When we moved to the Byre there was a very large shrub and ivy covered clump at the back of the farmhouse.  When we finally broke through the ivy, it turned out to be the old privy, still complete with two buckets.  This is one of them.  Note the oval shape and the two sturdy handles.  You really wouldn't want any accidental slips when emptying one of these...
Unfortunately, when the ivy was cut back the building was found to be unsafe and had to be dismantled;  we didn't want to lose all of the history, so we retained the footprint and turned it into a herb garden.  We also kept the old privy buckets!  They were both perfectly clean and fresh, or I wouldn't have kept them!

Jonathan added some huge hunks of wood, left over from the renovations, to create a bench seat.

He mischievously  positioned these so that anyone who sits on the bench would be sitting 'back to back' with those who used the privy in times gone by.  Boys!

Thursday, 14 June 2012

Fridays Fences

click to enlarge

Metal railings on top of brickwork...

Metal railings, overgrown trees, attractive brickwork and metalwork...
It is a fence of metal railings on top of an old railway bridge across a country road.
 The bridge was built in 1848 for the Eastcoast Railway Line which ran between Louth and Boston.
Sadly, this line was closed in 1961, which explains why there are trees and shrubs growing all along the top, nature is reclaiming  the line, and the bridge.

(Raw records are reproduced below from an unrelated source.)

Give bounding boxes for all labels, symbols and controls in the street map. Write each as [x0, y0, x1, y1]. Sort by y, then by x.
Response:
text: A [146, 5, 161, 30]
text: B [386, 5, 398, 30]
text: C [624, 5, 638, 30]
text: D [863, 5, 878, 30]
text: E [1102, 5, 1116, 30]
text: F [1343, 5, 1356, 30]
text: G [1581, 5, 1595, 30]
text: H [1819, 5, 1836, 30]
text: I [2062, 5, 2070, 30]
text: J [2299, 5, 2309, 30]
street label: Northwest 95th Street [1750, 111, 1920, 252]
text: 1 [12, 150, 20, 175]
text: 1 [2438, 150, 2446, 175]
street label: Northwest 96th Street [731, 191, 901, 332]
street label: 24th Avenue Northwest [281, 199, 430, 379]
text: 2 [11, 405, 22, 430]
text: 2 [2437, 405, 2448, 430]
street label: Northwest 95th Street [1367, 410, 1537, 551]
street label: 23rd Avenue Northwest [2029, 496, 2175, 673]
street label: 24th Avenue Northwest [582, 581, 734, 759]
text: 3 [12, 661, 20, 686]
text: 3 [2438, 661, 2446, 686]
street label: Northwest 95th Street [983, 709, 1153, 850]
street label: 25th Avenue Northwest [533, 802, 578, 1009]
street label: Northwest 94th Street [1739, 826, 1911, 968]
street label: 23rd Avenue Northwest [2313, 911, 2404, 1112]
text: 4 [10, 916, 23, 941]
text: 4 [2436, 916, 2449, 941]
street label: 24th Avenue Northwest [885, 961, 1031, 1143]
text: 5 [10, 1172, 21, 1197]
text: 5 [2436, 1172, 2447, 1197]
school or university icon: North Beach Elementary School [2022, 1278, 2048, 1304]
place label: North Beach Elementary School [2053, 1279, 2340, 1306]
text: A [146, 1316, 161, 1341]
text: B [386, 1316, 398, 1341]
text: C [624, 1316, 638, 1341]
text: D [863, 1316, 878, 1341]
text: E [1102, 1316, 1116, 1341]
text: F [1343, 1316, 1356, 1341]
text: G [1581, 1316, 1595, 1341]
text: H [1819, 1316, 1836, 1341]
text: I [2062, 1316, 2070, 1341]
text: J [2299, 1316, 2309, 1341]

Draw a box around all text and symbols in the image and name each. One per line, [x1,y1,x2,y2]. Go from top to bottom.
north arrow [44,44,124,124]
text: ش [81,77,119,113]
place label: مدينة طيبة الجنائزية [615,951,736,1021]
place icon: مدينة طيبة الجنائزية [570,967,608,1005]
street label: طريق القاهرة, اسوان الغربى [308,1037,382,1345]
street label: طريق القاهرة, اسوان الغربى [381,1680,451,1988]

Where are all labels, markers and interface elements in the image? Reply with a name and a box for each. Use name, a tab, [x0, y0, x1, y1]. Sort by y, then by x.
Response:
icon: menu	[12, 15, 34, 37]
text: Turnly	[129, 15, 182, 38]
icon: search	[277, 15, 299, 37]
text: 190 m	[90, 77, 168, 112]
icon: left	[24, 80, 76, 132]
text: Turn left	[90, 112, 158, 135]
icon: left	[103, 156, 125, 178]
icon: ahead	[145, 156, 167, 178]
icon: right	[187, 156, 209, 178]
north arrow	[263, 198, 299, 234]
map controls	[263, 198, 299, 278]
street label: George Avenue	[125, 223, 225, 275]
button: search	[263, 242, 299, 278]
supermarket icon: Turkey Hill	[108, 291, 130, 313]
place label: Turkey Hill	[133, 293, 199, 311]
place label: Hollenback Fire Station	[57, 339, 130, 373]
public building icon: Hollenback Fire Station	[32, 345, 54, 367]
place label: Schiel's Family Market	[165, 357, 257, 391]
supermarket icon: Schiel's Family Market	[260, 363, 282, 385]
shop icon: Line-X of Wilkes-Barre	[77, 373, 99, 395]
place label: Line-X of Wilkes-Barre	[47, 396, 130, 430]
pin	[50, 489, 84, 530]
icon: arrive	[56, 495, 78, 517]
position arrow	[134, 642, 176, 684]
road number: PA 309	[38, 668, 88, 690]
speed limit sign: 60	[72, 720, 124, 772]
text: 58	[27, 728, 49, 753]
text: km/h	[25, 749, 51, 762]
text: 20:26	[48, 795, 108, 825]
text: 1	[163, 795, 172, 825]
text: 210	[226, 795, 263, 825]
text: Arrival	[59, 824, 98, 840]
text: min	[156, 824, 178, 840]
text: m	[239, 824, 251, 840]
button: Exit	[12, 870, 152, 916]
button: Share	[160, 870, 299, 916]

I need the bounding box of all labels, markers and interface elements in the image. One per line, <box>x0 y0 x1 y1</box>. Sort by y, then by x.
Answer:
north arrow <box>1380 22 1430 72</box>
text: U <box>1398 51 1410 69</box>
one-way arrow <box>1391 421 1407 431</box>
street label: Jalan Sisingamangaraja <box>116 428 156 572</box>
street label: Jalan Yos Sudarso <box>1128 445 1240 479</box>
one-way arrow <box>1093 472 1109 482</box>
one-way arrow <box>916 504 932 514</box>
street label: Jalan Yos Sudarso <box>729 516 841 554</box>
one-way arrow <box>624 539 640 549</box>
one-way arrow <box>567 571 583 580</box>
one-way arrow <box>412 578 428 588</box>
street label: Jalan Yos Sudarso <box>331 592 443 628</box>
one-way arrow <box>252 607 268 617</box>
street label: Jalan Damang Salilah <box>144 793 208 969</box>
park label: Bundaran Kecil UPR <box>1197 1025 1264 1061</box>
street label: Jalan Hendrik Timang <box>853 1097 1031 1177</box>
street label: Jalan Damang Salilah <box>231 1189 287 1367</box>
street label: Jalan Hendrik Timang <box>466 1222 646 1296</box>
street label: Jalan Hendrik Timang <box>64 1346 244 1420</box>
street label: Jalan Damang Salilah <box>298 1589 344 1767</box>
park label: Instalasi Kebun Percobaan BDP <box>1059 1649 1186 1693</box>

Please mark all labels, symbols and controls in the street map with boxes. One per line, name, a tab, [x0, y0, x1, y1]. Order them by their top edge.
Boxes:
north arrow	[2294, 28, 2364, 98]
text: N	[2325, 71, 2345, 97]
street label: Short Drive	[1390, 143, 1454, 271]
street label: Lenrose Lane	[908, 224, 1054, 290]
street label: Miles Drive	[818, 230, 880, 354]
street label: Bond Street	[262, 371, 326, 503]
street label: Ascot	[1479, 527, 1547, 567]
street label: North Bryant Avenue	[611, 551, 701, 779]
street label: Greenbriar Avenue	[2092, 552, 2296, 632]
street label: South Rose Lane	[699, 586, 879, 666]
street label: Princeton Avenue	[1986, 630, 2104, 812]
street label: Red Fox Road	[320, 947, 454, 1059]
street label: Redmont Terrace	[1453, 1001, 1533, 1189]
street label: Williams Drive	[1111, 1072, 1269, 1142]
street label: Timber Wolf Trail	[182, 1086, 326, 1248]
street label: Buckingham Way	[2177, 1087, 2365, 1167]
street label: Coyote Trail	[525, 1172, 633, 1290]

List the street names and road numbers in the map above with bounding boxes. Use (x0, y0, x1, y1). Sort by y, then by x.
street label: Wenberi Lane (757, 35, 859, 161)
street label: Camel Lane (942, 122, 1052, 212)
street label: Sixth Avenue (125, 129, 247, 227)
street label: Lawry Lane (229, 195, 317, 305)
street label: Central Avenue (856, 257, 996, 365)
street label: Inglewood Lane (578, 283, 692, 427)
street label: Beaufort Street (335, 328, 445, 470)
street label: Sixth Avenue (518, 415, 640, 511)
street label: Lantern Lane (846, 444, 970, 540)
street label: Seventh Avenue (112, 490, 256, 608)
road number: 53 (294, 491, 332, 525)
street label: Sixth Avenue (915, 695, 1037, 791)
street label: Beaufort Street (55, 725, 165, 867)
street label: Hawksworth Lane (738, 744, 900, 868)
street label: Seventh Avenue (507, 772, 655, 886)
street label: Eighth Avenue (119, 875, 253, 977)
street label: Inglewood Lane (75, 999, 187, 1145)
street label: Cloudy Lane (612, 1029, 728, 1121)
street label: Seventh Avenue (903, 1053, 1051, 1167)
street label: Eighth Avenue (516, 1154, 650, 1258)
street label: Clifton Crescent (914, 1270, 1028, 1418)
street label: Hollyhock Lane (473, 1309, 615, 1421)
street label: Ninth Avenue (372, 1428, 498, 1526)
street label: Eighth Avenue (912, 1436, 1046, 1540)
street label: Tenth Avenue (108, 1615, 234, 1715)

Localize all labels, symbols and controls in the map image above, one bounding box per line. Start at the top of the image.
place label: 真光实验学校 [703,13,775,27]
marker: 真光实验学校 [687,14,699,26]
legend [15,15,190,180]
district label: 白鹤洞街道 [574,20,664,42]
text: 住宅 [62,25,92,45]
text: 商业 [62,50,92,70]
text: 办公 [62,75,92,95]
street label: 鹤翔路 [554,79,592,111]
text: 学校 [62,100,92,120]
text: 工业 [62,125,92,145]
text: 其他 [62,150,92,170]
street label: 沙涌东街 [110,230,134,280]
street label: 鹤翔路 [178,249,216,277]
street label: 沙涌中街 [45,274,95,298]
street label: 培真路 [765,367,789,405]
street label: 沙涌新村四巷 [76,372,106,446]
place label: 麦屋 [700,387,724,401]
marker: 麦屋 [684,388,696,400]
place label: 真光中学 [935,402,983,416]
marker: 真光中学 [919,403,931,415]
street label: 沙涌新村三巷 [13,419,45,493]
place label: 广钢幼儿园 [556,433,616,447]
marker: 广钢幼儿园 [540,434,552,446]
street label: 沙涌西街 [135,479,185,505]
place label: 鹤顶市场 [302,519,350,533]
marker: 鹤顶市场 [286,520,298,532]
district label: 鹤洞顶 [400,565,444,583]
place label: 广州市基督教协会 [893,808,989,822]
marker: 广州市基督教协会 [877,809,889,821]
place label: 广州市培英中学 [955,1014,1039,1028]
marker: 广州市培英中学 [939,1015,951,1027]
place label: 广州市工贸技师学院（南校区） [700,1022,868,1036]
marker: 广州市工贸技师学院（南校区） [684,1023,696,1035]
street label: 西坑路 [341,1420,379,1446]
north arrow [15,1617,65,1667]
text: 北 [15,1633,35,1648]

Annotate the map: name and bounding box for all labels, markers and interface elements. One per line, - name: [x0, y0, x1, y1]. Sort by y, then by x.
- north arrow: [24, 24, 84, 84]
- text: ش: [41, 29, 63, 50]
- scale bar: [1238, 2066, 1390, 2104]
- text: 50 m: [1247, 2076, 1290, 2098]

You may be able to read the sign which warns that only vehicles of 12'6", or less may use the road under the bridge...

This bridge is on a narrow country road, with a trout farm entrance to the left and a cereal crop field to the right - neither space is suitable for a large vehicle to turn...times without number do we hear the "beep - beep" of enormous vehicles as they have to reverse a quarter of a mile before they find somewhere suitable to turn to  avoid the low bridge!

There are lots of warning signs, but too much reliance on sat-nav systems could be a factor.

I am happy to be participating in Fridays Fences with Jan and Jer.
Please check out their website for lots of interesting fences.

Still Together

A quick walk to the pond was rewarded with this lovely sight..if you click on them, the photos should enlarge.  They were taken from a long way off the pond as the parents are very wary.
Haven't they grown!
Both families still have all their babies.  

I don't know whether it is normal behaviour, but they seem to be two families looking after their own young, but together - four pairs of eyes being better at spotting danger.
A quick walk on past the watermill - the swan is still alone, but seems content for the moment.
As Toby and I came under the old railway bridge and on to the homeward straight, I stepped into the barley field and took this shot of the Byre - now if only that were our front lawn!  Eeek, no, think of how long it would take to mow.